▶ **GOAL OF THE EXERCISE**: Filter the entries below, keeping only lines with the word "guide".

▶ **DATA SUPPLIED**:
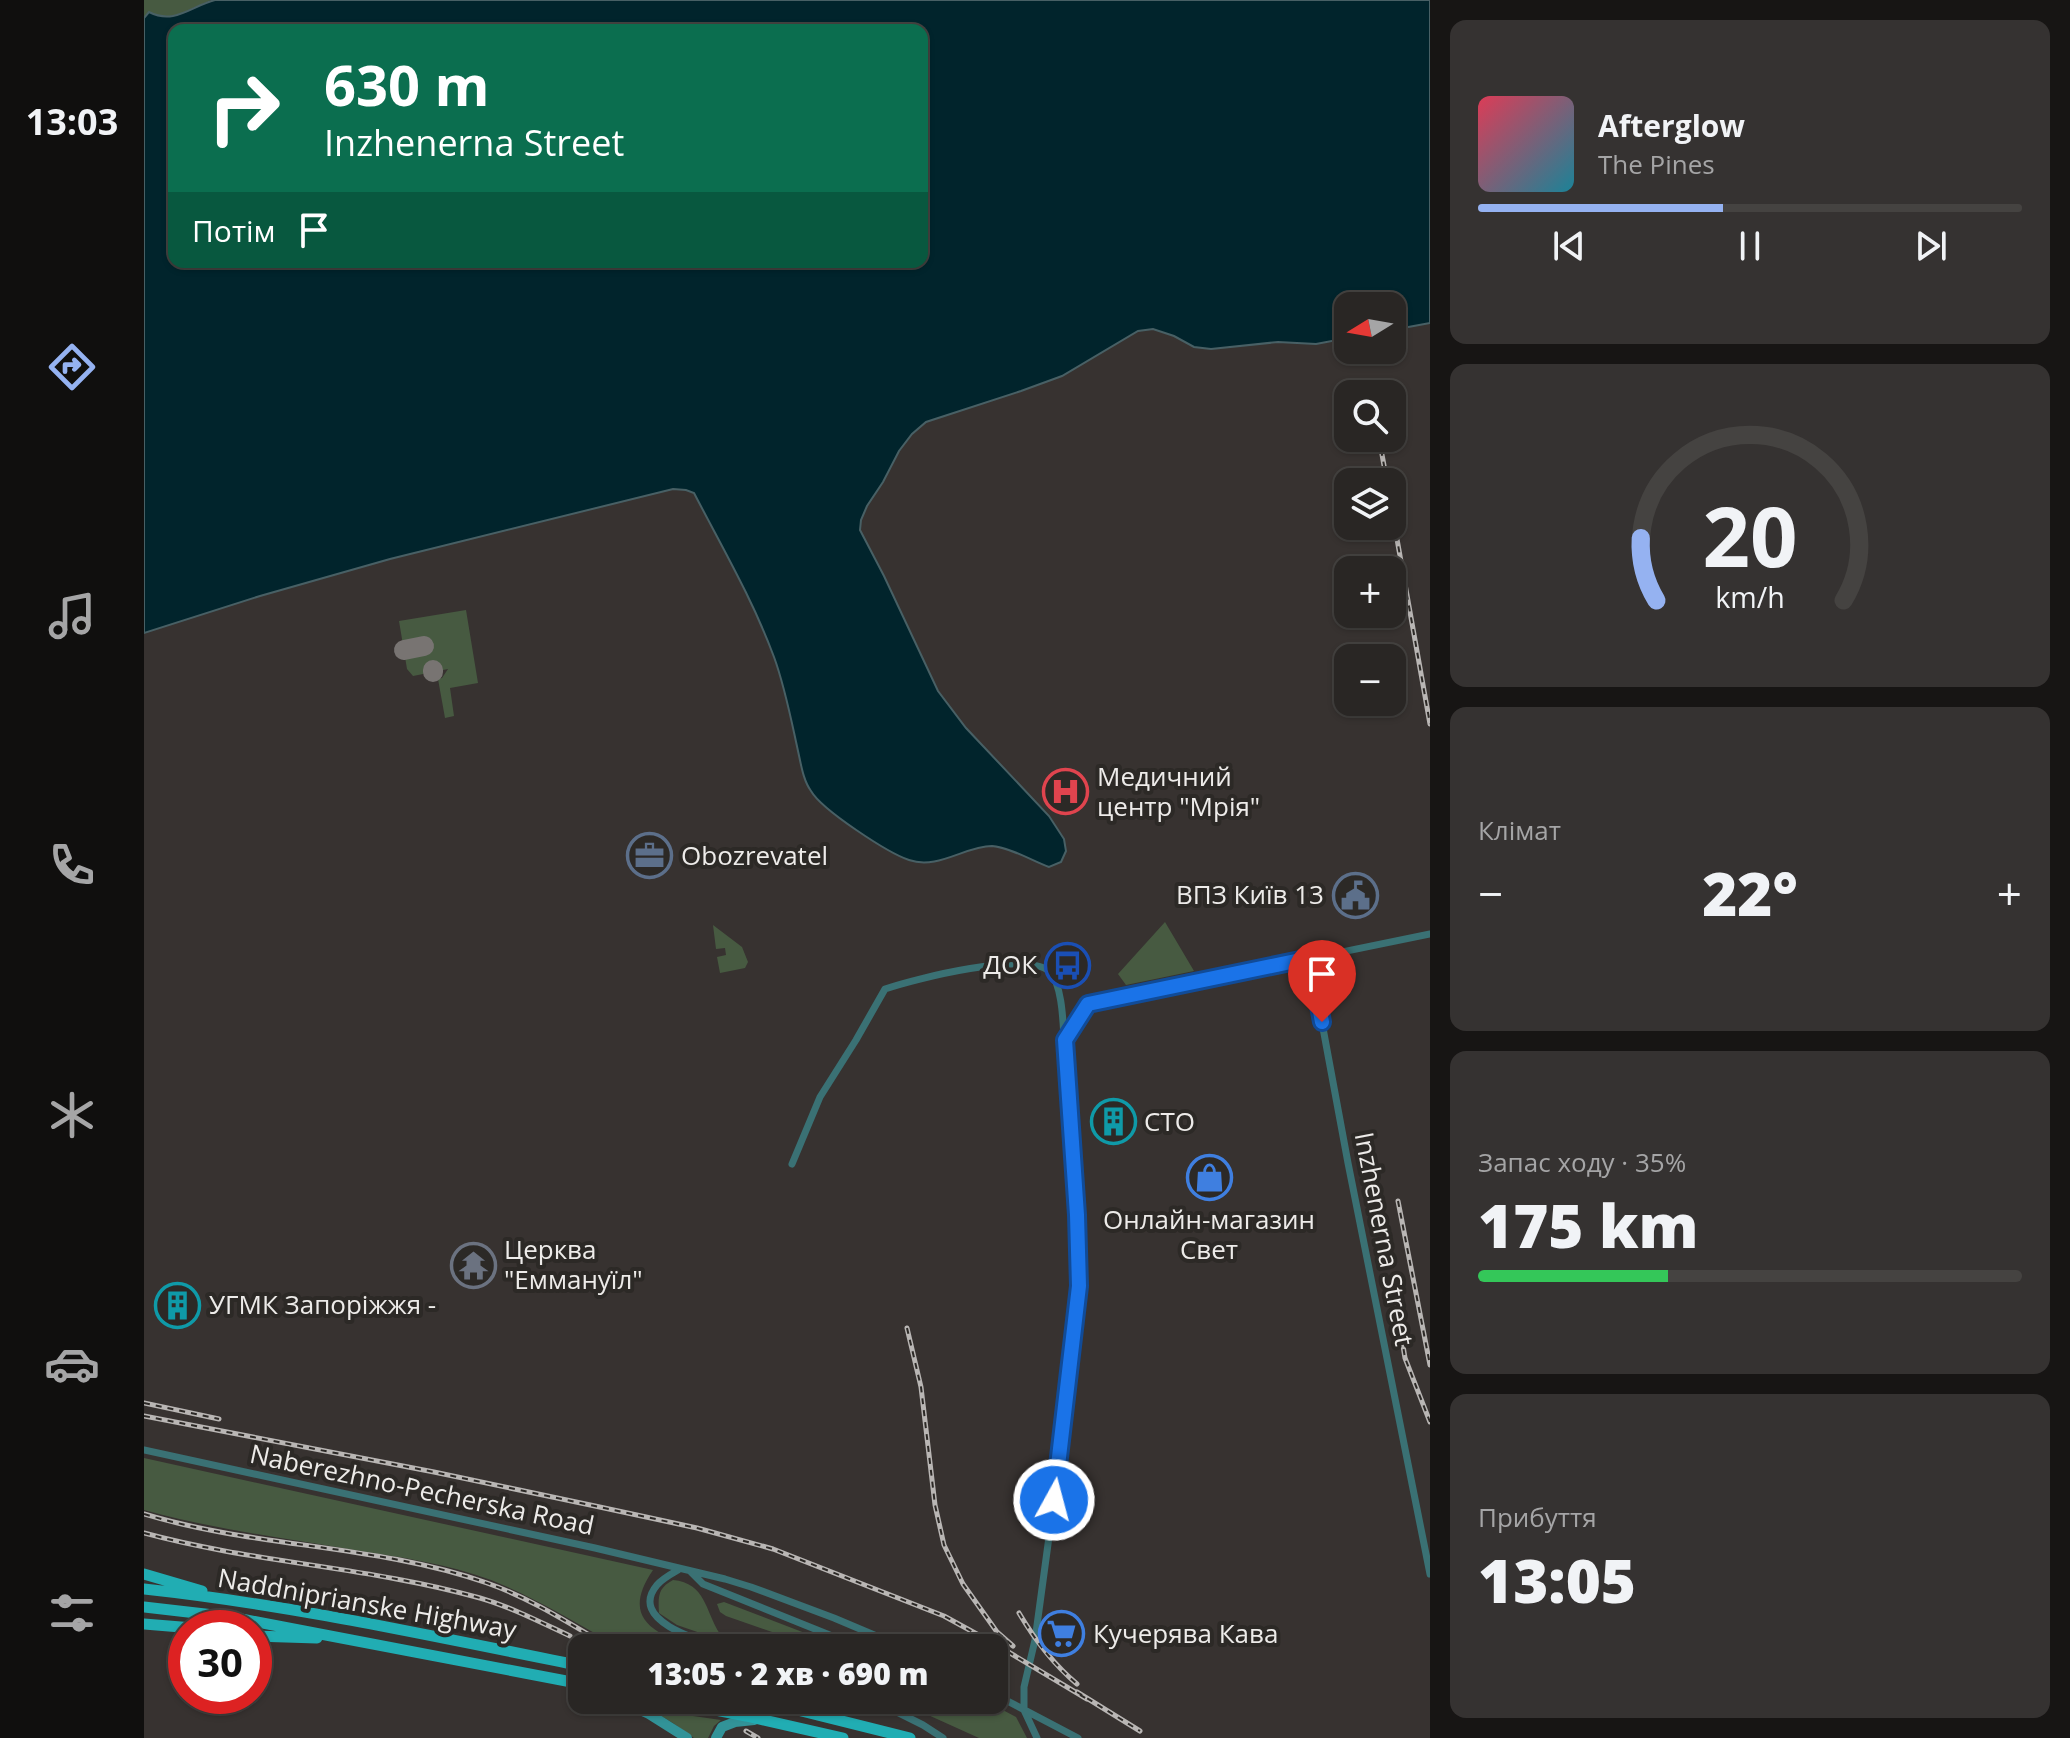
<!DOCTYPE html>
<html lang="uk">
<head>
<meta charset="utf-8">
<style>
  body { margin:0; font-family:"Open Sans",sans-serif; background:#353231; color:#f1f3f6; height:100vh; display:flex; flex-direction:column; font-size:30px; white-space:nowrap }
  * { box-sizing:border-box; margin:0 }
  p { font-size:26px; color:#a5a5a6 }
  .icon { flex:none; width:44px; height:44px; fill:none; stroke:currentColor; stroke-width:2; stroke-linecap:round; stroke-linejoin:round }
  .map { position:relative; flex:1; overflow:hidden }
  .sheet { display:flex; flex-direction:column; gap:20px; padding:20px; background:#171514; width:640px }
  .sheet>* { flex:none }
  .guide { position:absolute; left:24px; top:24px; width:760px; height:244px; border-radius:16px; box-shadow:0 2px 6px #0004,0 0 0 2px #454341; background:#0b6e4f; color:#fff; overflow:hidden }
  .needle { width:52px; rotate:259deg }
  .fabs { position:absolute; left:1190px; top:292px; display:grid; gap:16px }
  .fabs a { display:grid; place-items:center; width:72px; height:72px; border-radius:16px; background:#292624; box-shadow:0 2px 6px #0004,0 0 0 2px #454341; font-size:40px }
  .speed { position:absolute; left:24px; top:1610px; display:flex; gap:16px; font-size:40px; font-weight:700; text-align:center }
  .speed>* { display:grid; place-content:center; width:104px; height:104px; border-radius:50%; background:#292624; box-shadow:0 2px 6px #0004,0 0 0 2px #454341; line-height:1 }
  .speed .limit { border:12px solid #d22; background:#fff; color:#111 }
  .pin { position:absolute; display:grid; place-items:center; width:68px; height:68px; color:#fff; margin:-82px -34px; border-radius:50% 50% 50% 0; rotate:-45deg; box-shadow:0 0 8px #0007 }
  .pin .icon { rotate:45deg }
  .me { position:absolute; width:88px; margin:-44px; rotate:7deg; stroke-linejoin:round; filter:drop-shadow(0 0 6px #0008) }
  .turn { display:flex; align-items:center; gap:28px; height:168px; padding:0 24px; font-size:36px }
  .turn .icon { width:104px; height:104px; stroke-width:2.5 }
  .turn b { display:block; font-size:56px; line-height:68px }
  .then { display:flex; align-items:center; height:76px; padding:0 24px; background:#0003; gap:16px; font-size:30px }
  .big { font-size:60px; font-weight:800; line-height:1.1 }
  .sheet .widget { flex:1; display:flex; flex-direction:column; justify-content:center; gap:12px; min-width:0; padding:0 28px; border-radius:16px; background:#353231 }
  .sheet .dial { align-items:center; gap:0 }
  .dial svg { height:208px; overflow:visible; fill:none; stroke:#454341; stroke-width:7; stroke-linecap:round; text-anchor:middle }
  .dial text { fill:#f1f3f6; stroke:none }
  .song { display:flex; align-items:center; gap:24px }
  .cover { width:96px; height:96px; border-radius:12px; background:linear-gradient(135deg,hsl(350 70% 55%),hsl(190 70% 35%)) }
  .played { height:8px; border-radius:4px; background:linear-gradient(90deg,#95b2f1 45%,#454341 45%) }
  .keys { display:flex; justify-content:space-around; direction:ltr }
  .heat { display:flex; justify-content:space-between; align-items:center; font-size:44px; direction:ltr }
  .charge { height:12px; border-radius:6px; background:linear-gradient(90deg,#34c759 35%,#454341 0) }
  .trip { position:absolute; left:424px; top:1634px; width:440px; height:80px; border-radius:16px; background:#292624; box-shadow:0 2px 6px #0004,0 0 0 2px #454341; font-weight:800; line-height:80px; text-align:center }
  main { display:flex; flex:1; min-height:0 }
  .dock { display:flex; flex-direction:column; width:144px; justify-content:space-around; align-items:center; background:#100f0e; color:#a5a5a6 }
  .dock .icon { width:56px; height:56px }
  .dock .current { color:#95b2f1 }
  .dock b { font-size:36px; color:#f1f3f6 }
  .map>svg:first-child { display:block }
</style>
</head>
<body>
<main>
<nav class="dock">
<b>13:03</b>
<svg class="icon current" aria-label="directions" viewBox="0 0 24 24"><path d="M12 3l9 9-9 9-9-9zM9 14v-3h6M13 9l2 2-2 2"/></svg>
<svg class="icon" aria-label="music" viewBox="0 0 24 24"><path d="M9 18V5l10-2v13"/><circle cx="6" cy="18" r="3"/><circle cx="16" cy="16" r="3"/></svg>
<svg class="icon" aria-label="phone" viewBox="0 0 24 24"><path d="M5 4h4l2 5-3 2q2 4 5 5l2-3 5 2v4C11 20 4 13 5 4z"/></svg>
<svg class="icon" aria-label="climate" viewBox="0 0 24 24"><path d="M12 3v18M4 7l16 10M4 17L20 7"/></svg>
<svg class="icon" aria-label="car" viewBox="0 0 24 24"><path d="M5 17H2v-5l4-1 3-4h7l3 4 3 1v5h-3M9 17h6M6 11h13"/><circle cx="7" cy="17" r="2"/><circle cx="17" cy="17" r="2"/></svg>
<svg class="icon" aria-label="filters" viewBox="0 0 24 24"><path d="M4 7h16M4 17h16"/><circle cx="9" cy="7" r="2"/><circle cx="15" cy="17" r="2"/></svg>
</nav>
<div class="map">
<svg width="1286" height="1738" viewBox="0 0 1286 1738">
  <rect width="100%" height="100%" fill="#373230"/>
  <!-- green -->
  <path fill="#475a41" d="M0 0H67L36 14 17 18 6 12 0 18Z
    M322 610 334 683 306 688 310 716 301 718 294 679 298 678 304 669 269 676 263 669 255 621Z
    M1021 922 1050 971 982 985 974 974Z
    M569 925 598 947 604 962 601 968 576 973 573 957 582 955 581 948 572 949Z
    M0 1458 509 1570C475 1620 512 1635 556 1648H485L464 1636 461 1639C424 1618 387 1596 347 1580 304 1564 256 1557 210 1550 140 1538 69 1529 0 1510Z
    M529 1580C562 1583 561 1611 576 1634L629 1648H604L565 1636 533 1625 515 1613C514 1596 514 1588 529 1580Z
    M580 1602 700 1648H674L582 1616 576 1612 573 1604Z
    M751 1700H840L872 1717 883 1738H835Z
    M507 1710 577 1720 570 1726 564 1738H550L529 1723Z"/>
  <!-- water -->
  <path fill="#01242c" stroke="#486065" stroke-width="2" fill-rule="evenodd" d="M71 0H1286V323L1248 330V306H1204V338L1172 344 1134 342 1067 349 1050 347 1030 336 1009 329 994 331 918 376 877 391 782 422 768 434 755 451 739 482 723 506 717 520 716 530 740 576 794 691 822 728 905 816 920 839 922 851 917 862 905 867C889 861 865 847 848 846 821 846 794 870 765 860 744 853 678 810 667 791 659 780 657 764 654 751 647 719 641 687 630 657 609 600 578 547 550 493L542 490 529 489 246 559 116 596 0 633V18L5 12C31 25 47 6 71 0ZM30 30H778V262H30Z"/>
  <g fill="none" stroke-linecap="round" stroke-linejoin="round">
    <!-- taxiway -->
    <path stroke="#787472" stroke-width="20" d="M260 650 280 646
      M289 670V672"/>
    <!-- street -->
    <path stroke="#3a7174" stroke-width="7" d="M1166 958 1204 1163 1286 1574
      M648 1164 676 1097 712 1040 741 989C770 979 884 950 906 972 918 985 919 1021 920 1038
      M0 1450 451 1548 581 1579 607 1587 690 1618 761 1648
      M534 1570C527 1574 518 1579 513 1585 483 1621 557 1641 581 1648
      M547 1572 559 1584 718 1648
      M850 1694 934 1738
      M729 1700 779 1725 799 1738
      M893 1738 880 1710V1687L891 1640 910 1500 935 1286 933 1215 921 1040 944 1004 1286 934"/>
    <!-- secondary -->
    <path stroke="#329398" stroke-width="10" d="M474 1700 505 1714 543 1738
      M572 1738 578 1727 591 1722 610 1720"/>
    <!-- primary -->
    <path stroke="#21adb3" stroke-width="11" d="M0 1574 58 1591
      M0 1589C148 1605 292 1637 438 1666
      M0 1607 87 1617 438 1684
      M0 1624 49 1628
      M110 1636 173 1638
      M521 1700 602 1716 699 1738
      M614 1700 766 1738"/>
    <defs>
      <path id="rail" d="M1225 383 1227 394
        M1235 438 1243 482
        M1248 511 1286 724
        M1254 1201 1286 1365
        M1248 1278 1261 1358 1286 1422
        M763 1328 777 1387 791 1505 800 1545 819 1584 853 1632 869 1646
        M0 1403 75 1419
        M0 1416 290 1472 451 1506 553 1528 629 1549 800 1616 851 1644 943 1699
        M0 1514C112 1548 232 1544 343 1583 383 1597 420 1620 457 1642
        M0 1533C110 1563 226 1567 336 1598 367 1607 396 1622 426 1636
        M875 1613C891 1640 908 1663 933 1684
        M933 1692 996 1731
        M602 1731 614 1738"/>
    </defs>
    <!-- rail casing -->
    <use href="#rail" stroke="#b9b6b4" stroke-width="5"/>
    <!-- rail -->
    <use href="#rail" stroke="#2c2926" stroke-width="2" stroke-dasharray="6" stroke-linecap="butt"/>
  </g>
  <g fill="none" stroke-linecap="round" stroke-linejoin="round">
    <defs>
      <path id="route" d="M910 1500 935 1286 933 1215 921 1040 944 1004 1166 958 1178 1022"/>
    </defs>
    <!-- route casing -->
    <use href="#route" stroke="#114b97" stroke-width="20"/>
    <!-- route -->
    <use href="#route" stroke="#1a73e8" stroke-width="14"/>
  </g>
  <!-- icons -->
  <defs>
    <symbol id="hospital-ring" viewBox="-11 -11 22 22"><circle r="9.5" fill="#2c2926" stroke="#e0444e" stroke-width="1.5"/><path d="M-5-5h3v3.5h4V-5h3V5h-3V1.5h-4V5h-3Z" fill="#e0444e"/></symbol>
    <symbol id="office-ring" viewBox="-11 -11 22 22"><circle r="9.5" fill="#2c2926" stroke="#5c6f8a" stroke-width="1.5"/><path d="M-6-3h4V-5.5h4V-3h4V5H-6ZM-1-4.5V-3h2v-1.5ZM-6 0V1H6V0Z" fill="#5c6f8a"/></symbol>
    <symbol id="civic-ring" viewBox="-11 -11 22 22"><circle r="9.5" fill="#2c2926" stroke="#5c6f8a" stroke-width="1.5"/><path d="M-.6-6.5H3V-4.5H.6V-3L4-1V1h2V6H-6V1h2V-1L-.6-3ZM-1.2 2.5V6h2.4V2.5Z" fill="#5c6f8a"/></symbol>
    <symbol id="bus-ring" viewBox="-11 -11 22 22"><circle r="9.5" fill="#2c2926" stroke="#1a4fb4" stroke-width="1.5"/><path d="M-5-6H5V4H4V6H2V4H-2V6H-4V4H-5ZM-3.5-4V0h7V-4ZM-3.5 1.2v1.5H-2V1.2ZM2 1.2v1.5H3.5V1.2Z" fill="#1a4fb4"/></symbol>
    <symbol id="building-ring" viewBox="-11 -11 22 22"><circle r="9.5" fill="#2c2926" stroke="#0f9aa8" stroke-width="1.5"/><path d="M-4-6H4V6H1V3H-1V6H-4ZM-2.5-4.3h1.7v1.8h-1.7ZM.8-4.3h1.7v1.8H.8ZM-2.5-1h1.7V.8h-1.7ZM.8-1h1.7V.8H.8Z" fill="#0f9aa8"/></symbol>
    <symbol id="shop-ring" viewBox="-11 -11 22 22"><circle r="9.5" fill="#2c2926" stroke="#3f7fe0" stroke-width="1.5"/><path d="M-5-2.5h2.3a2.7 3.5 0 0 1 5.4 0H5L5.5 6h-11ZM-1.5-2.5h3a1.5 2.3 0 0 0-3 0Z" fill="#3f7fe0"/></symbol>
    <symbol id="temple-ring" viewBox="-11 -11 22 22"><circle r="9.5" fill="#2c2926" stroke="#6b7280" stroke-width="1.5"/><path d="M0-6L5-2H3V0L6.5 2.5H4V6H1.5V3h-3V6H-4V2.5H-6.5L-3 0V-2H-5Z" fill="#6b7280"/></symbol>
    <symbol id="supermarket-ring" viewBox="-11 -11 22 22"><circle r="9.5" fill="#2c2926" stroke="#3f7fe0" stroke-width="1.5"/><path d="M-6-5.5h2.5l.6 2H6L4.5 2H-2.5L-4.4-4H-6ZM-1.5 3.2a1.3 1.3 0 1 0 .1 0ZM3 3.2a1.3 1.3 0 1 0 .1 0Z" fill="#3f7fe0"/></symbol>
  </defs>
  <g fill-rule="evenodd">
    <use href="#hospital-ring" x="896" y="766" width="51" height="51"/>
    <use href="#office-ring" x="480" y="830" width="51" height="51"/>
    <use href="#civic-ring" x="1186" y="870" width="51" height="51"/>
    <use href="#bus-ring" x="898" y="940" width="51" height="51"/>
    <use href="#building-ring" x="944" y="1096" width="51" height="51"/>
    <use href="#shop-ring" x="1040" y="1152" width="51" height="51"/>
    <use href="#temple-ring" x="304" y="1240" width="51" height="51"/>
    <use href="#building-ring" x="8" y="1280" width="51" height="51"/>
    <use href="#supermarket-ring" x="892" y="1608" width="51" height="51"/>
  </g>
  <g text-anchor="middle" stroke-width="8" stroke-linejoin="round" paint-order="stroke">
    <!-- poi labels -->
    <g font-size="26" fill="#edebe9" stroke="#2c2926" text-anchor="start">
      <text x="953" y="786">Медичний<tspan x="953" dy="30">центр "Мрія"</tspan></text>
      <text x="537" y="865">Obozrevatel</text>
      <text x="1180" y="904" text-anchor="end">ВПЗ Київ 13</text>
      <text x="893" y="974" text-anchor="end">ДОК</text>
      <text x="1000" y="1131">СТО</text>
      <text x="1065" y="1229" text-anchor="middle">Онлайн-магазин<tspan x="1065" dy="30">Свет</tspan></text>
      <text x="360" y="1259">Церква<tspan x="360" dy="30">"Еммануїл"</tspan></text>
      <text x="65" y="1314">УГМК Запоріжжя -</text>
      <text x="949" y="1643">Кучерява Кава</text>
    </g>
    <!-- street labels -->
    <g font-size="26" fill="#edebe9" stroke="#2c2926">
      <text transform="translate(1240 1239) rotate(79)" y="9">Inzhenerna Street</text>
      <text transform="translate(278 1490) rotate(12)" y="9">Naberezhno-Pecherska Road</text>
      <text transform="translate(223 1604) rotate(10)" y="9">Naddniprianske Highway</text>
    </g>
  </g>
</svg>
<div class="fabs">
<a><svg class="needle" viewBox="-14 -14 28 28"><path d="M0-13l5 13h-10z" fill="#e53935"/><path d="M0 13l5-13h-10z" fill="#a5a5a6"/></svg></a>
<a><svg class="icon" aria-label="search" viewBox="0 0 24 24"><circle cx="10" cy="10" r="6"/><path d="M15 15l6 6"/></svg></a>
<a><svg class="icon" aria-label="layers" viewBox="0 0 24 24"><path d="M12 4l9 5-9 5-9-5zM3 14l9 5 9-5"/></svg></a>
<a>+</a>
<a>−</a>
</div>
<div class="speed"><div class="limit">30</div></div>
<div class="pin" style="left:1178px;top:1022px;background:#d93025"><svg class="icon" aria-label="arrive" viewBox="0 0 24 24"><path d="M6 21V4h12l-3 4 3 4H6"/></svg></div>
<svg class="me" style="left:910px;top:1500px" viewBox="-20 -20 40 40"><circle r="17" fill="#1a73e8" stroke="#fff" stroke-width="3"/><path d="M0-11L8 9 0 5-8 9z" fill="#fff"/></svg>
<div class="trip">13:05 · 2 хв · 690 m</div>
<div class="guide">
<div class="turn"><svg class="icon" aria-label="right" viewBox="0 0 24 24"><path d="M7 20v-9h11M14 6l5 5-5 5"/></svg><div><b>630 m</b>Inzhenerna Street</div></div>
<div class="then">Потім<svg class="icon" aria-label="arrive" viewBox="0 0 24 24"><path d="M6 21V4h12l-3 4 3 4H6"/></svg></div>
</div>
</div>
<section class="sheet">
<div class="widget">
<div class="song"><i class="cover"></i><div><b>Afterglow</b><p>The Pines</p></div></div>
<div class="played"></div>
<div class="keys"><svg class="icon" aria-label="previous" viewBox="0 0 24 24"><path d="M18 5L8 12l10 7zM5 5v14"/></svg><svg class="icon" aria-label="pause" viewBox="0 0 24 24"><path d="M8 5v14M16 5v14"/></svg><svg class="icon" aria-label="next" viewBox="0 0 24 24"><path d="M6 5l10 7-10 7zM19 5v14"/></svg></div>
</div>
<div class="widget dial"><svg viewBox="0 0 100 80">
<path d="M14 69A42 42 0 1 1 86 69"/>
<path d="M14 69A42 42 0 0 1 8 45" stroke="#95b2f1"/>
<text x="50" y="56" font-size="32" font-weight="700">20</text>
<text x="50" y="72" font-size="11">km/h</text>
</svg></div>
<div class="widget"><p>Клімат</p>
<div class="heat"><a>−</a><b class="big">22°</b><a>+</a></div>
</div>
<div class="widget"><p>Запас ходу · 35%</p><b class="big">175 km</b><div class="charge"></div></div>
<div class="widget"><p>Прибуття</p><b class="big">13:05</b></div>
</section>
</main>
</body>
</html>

▶ **OUTPUT BELOW**:
  .guide { position:absolute; left:24px; top:24px; width:760px; height:244px; border-radius:16px; box-shadow:0 2px 6px #0004,0 0 0 2px #454341; background:#0b6e4f; color:#fff; overflow:hidden }
<div class="guide">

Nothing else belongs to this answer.